PROVIDED MATERIAL =
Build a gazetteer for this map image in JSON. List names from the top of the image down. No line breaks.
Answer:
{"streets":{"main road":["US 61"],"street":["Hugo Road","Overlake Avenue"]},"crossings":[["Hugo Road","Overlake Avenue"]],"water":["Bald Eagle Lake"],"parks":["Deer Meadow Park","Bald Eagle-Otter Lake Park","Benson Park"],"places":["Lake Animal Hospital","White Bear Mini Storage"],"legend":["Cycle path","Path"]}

...

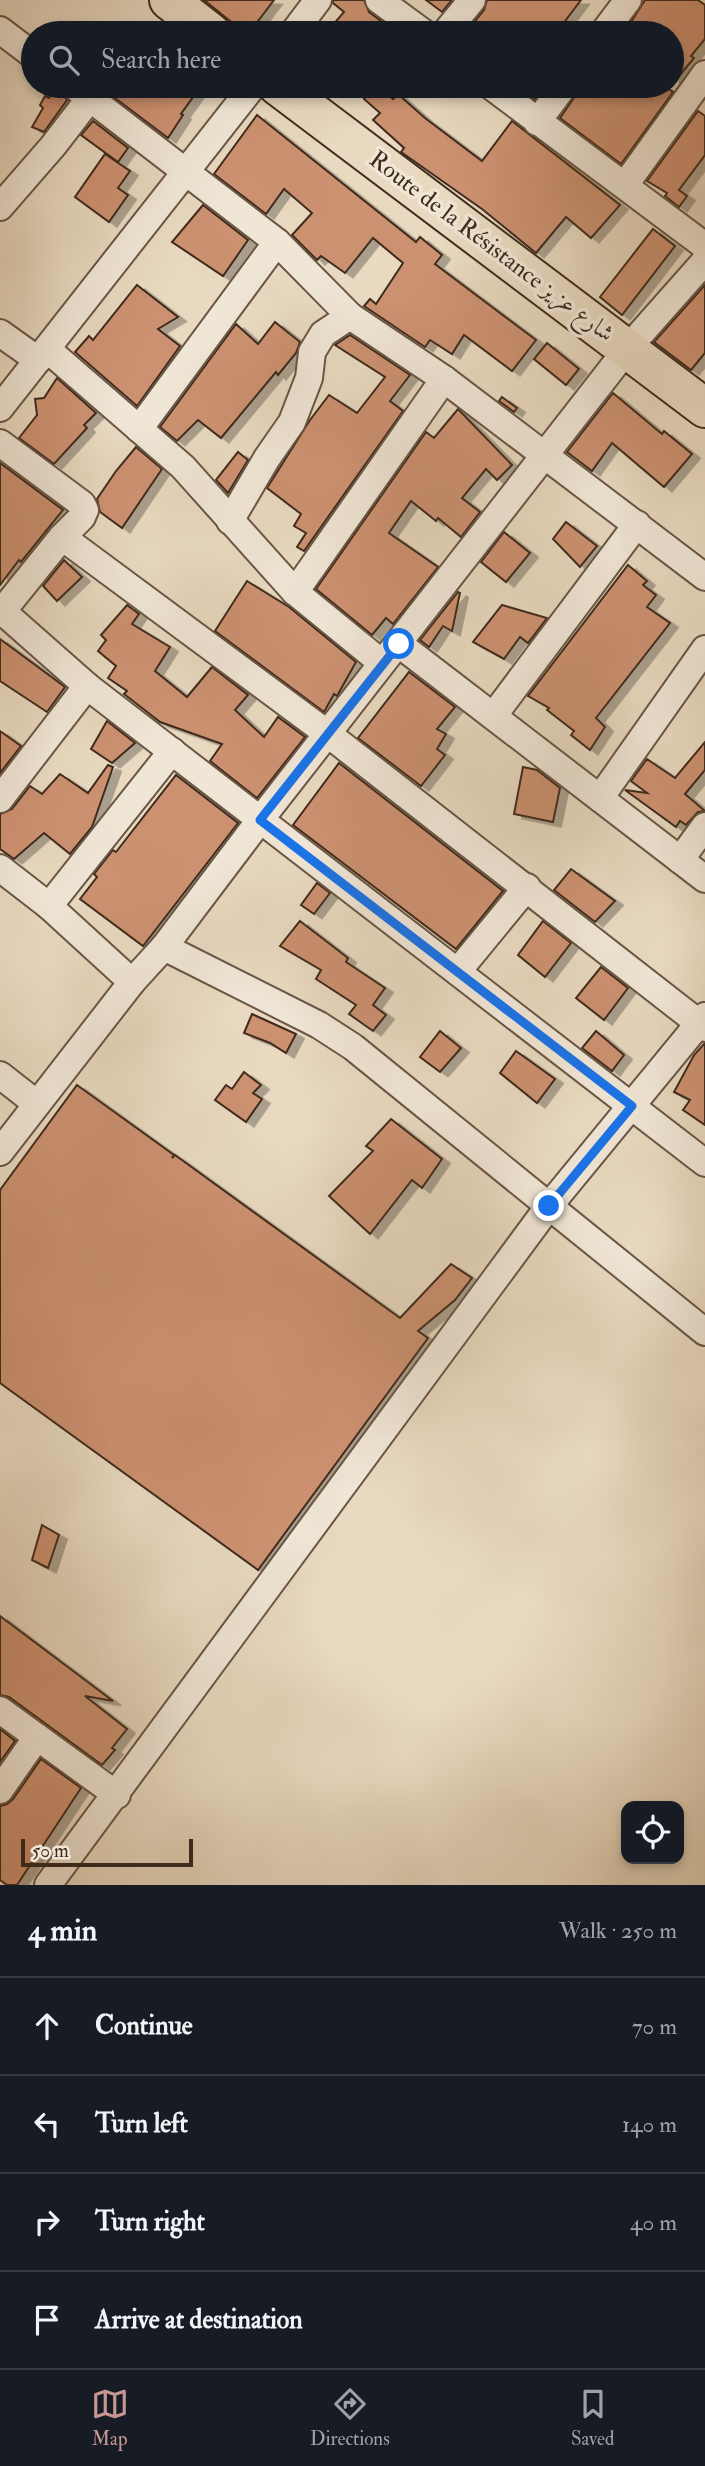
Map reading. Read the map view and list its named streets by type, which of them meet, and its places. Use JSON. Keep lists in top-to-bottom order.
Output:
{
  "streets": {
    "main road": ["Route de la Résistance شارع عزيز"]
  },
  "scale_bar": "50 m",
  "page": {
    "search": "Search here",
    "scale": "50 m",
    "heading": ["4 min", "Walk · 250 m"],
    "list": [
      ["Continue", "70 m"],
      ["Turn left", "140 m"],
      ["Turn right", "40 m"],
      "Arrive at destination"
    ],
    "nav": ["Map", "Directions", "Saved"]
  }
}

==

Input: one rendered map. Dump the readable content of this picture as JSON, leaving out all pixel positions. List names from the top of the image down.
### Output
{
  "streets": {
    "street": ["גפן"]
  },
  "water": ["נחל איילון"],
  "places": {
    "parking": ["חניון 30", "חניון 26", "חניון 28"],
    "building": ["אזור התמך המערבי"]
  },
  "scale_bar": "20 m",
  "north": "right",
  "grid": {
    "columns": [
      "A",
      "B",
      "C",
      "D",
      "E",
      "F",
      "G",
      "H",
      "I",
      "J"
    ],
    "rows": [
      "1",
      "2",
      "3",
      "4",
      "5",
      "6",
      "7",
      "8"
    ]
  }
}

REQUIREMENT =
Where a line in the records above contains the word "JSON", copy that line.

PROBLEM SOLUTION =
Build a gazetteer for this map image in JSON. List names from the top of the image down. No line breaks.
Map reading. Read the map view and list its named streets by type, which of them meet, and its places. Use JSON. Keep lists in top-to-bottom order.
Input: one rendered map. Dump the readable content of this picture as JSON, leaving out all pixel positions. List names from the top of the image down.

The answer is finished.